** Data for analysis follows **

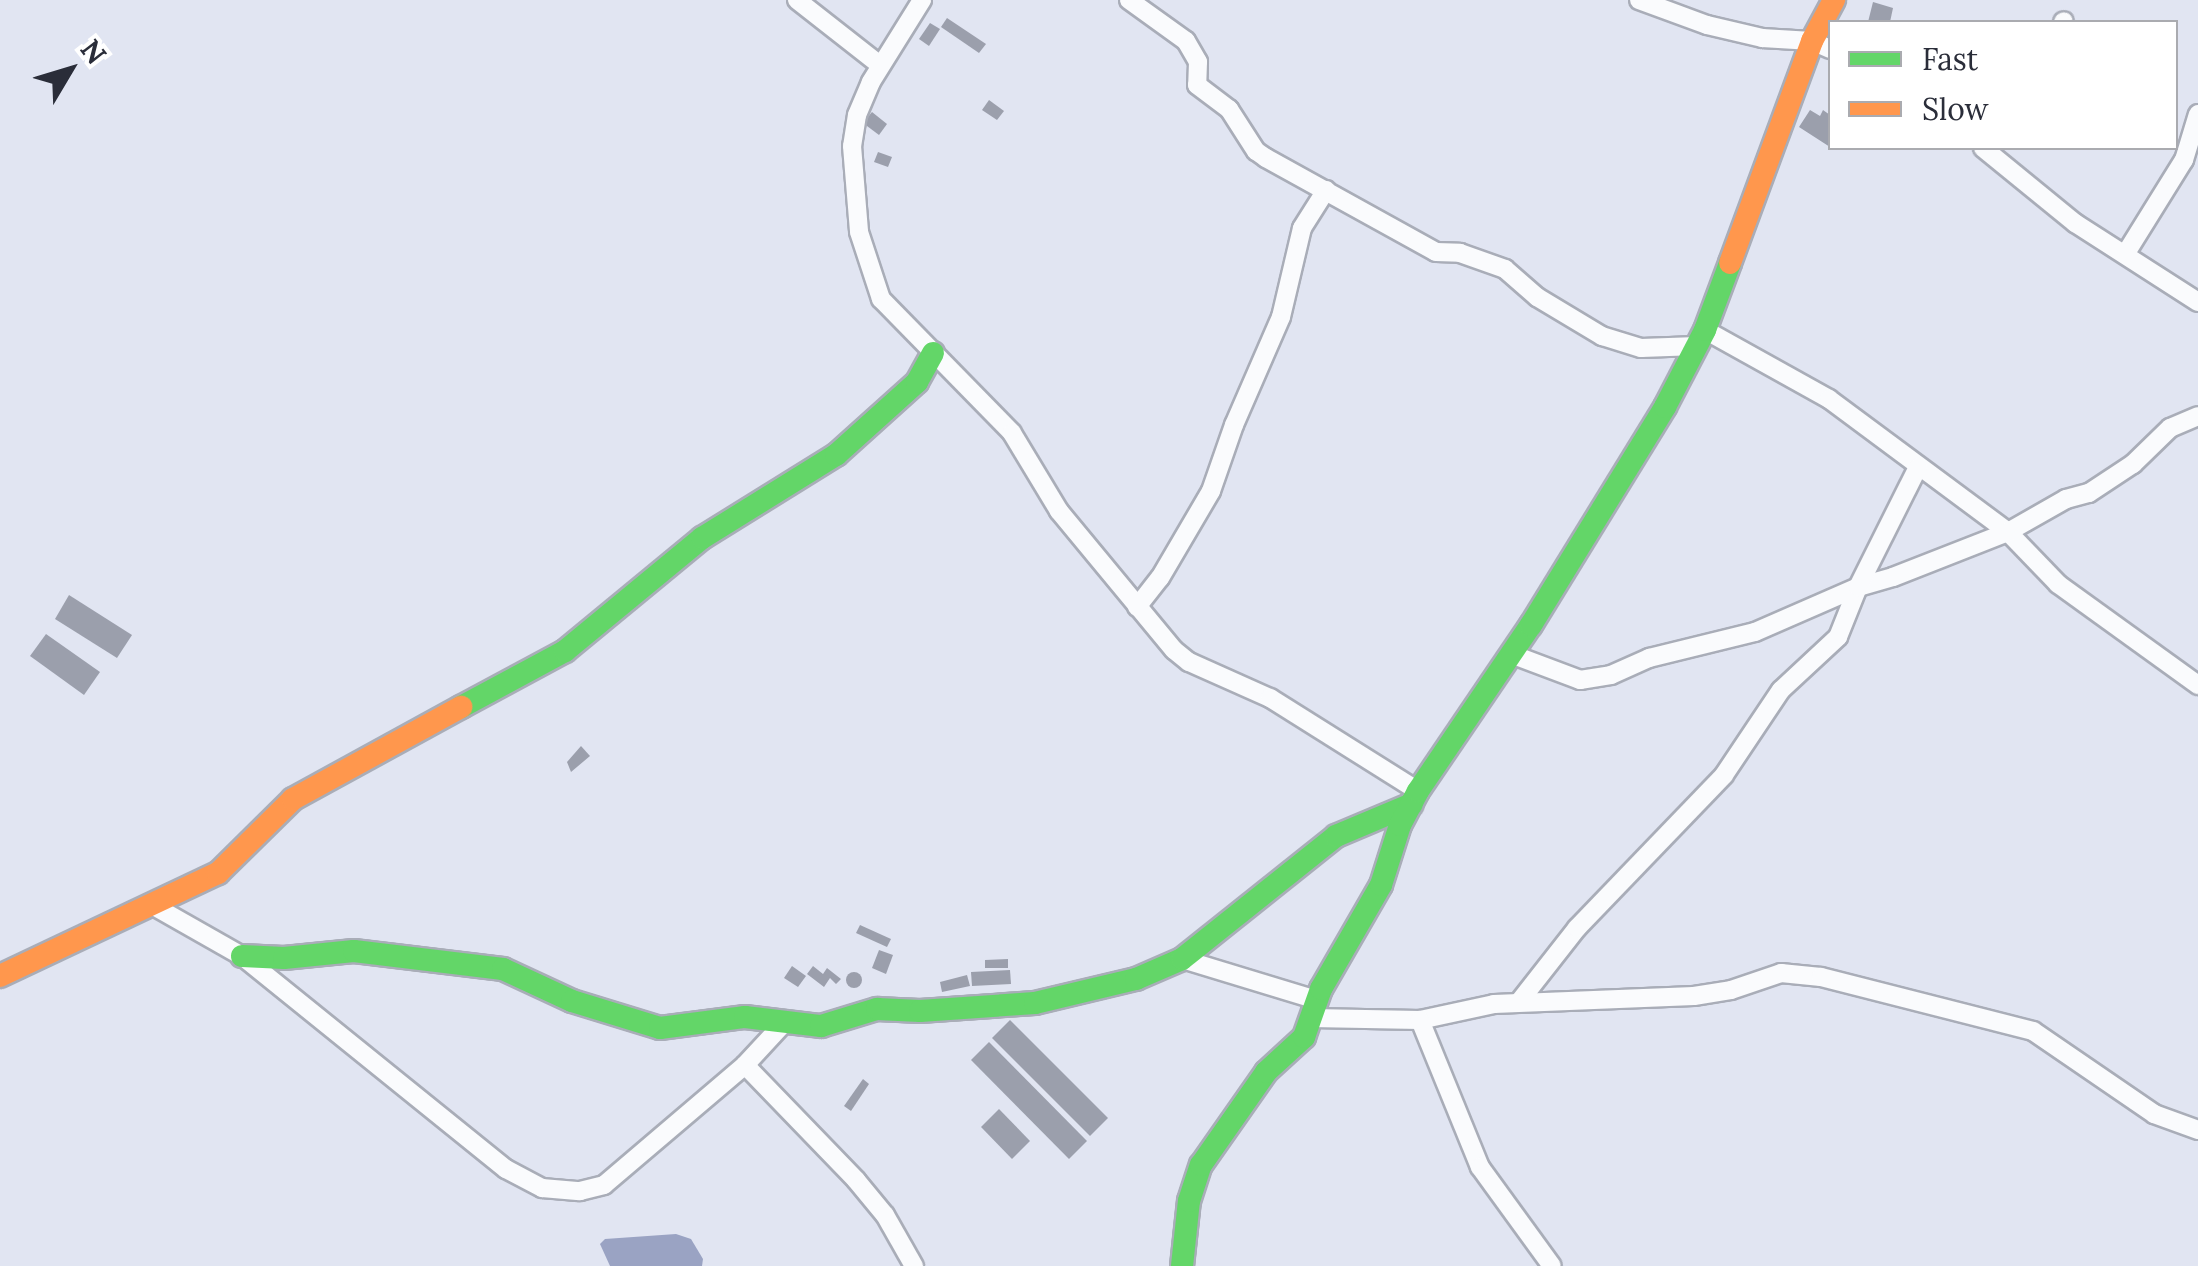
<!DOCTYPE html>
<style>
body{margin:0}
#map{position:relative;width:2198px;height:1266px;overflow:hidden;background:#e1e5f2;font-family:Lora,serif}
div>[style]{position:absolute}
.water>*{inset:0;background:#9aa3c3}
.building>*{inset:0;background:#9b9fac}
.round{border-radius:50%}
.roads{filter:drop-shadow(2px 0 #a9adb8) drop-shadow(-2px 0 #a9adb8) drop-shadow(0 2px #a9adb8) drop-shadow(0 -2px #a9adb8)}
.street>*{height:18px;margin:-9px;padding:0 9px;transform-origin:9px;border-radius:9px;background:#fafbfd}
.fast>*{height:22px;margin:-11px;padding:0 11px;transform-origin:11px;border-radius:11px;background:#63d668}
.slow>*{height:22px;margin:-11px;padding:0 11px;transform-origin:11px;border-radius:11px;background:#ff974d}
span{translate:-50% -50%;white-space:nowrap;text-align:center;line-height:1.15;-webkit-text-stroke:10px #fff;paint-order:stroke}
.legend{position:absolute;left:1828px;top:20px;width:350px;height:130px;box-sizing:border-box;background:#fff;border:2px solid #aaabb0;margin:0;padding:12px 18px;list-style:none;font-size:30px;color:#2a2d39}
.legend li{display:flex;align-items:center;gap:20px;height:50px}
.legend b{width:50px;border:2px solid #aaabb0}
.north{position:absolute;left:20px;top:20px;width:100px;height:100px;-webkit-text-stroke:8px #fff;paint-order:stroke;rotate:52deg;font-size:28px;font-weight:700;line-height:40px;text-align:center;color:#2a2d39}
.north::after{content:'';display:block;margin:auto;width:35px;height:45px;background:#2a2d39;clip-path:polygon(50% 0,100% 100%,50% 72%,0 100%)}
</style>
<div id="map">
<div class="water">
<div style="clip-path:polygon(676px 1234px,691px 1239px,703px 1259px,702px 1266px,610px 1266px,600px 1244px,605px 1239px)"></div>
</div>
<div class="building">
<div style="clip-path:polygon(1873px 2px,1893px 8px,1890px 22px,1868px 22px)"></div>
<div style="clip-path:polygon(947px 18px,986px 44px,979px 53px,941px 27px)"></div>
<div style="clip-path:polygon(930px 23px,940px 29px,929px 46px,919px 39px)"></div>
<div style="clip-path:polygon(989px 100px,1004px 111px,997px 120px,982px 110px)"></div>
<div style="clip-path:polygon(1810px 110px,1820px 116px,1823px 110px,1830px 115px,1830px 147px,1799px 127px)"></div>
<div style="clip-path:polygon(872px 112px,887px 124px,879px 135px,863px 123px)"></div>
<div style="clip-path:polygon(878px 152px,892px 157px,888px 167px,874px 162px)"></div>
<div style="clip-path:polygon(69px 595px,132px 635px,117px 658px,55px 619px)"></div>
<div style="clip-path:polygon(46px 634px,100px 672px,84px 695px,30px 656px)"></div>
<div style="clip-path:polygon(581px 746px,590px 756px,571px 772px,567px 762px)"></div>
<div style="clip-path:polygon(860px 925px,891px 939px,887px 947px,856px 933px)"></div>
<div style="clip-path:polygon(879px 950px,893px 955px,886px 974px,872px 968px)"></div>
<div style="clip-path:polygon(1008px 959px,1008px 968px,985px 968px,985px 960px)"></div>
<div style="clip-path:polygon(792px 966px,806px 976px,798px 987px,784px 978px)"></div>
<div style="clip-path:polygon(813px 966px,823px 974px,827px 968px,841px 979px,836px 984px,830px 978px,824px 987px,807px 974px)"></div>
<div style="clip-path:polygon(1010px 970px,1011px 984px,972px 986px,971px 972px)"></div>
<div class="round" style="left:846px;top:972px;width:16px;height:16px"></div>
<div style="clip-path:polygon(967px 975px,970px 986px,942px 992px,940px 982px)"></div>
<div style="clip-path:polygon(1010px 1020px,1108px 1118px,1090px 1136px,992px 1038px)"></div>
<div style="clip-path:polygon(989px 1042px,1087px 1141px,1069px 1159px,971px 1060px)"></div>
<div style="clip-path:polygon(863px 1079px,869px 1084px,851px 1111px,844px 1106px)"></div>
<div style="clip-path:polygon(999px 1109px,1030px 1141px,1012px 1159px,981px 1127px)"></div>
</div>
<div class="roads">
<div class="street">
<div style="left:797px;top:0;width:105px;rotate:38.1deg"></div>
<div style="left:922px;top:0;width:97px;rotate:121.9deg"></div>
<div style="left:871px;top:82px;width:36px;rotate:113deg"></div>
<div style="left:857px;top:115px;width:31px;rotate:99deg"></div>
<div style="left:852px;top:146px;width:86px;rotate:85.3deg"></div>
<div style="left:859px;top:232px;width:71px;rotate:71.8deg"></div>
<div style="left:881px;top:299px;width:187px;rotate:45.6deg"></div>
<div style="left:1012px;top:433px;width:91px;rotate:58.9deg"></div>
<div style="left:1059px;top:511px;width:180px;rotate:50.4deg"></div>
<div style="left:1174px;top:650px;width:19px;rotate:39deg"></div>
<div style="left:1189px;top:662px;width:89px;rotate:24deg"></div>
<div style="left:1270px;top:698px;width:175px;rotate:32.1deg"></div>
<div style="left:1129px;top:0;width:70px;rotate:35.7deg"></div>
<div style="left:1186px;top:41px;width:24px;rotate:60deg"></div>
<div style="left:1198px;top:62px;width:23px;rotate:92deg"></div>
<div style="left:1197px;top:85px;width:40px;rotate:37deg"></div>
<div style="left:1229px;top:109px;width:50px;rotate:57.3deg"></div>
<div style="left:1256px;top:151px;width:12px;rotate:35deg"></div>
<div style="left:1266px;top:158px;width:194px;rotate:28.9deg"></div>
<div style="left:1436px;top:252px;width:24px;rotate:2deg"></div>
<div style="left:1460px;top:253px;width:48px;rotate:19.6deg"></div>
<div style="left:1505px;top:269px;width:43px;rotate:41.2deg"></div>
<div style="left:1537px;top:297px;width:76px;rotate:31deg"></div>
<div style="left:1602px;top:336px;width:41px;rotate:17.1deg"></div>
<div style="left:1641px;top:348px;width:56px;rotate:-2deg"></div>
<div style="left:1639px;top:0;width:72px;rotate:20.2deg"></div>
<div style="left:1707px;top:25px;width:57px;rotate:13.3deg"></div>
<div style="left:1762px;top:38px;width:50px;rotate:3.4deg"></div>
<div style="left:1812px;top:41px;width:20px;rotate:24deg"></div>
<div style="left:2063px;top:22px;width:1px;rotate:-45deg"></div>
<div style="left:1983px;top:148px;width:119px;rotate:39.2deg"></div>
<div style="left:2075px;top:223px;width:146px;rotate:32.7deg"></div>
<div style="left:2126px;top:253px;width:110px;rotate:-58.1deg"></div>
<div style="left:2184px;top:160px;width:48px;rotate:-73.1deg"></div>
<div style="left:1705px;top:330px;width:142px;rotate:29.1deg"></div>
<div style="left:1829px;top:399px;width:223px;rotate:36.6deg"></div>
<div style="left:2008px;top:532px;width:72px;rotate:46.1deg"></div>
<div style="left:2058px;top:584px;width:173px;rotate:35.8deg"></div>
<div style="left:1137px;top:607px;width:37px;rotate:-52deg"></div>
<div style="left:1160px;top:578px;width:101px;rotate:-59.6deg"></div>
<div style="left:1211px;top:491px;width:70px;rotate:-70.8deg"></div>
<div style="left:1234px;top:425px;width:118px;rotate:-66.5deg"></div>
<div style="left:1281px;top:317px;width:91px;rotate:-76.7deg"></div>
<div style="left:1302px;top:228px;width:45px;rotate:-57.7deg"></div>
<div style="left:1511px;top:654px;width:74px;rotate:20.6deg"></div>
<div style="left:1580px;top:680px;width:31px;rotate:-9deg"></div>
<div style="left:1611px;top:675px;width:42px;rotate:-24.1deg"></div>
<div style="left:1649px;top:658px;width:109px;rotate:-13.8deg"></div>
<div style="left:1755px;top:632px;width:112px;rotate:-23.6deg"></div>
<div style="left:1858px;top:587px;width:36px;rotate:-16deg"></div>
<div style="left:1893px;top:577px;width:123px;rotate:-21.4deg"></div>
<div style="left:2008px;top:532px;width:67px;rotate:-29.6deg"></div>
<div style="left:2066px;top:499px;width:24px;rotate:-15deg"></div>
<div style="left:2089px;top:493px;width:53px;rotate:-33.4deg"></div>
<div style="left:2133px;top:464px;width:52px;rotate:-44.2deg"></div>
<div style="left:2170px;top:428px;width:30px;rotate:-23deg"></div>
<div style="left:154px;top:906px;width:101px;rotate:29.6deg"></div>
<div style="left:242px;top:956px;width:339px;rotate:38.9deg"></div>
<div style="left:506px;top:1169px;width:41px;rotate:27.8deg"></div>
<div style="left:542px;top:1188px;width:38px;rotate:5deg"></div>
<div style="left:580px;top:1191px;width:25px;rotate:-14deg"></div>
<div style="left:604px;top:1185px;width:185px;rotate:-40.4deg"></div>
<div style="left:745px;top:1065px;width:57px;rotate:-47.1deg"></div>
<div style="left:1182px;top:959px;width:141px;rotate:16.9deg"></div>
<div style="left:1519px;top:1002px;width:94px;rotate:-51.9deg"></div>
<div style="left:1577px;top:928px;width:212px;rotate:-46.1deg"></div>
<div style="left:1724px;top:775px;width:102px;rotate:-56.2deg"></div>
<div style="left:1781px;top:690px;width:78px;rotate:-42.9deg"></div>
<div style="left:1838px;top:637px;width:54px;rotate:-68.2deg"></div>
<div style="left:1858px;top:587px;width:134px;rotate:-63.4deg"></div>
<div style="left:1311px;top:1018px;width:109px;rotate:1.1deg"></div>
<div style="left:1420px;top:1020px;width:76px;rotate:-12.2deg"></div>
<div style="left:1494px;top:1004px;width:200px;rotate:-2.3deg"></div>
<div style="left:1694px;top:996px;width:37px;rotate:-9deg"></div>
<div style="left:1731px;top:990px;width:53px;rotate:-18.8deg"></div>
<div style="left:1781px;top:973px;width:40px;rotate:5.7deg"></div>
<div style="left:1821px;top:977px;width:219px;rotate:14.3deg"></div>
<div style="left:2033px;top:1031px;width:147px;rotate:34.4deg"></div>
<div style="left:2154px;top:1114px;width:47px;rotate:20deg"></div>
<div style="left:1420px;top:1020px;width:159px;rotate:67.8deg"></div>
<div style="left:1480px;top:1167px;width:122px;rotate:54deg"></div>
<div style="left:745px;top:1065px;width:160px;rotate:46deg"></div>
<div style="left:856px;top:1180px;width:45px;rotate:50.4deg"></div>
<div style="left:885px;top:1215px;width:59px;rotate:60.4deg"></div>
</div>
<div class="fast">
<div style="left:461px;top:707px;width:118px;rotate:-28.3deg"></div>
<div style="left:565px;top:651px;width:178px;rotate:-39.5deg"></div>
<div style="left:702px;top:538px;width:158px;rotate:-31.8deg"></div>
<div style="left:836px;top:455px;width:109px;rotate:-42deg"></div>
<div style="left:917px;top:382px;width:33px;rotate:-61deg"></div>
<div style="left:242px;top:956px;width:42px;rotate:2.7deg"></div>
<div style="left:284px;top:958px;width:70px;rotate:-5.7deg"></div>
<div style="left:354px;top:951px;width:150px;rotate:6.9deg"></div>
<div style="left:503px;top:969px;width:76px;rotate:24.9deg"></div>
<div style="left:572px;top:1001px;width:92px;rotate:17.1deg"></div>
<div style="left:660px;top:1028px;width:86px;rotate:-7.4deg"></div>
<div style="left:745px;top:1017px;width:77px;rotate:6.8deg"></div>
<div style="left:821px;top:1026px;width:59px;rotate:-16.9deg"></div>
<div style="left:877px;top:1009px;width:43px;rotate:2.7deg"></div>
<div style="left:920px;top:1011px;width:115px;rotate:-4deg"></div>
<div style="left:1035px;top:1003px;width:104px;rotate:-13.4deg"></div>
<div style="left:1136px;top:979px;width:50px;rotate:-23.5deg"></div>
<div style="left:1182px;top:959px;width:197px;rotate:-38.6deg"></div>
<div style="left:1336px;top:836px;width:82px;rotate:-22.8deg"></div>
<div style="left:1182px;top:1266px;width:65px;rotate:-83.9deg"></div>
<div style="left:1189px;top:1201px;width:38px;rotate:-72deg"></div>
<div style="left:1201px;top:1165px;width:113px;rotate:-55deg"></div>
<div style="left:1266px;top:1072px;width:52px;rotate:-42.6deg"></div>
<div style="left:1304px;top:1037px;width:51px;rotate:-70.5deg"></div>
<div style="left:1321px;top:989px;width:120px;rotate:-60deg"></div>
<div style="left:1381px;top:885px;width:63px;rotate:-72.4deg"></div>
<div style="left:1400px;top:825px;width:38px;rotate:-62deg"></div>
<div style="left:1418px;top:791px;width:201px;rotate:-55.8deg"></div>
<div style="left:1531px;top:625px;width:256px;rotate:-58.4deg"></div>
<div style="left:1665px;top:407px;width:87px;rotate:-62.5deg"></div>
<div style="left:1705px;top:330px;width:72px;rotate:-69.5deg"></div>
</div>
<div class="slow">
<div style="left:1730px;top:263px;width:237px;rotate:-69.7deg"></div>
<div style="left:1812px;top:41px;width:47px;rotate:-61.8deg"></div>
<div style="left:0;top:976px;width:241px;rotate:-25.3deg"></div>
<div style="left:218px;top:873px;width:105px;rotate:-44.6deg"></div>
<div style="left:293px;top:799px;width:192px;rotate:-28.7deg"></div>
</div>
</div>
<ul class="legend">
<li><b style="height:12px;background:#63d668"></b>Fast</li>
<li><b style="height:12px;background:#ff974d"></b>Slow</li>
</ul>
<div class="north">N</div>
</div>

** End of Data for analysis **

Among the lines above, find those containing the word "roads" and copy each.

= Answer =
.roads{filter:drop-shadow(2px 0 #a9adb8) drop-shadow(-2px 0 #a9adb8) drop-shadow(0 2px #a9adb8) drop-shadow(0 -2px #a9adb8)}
<div class="roads">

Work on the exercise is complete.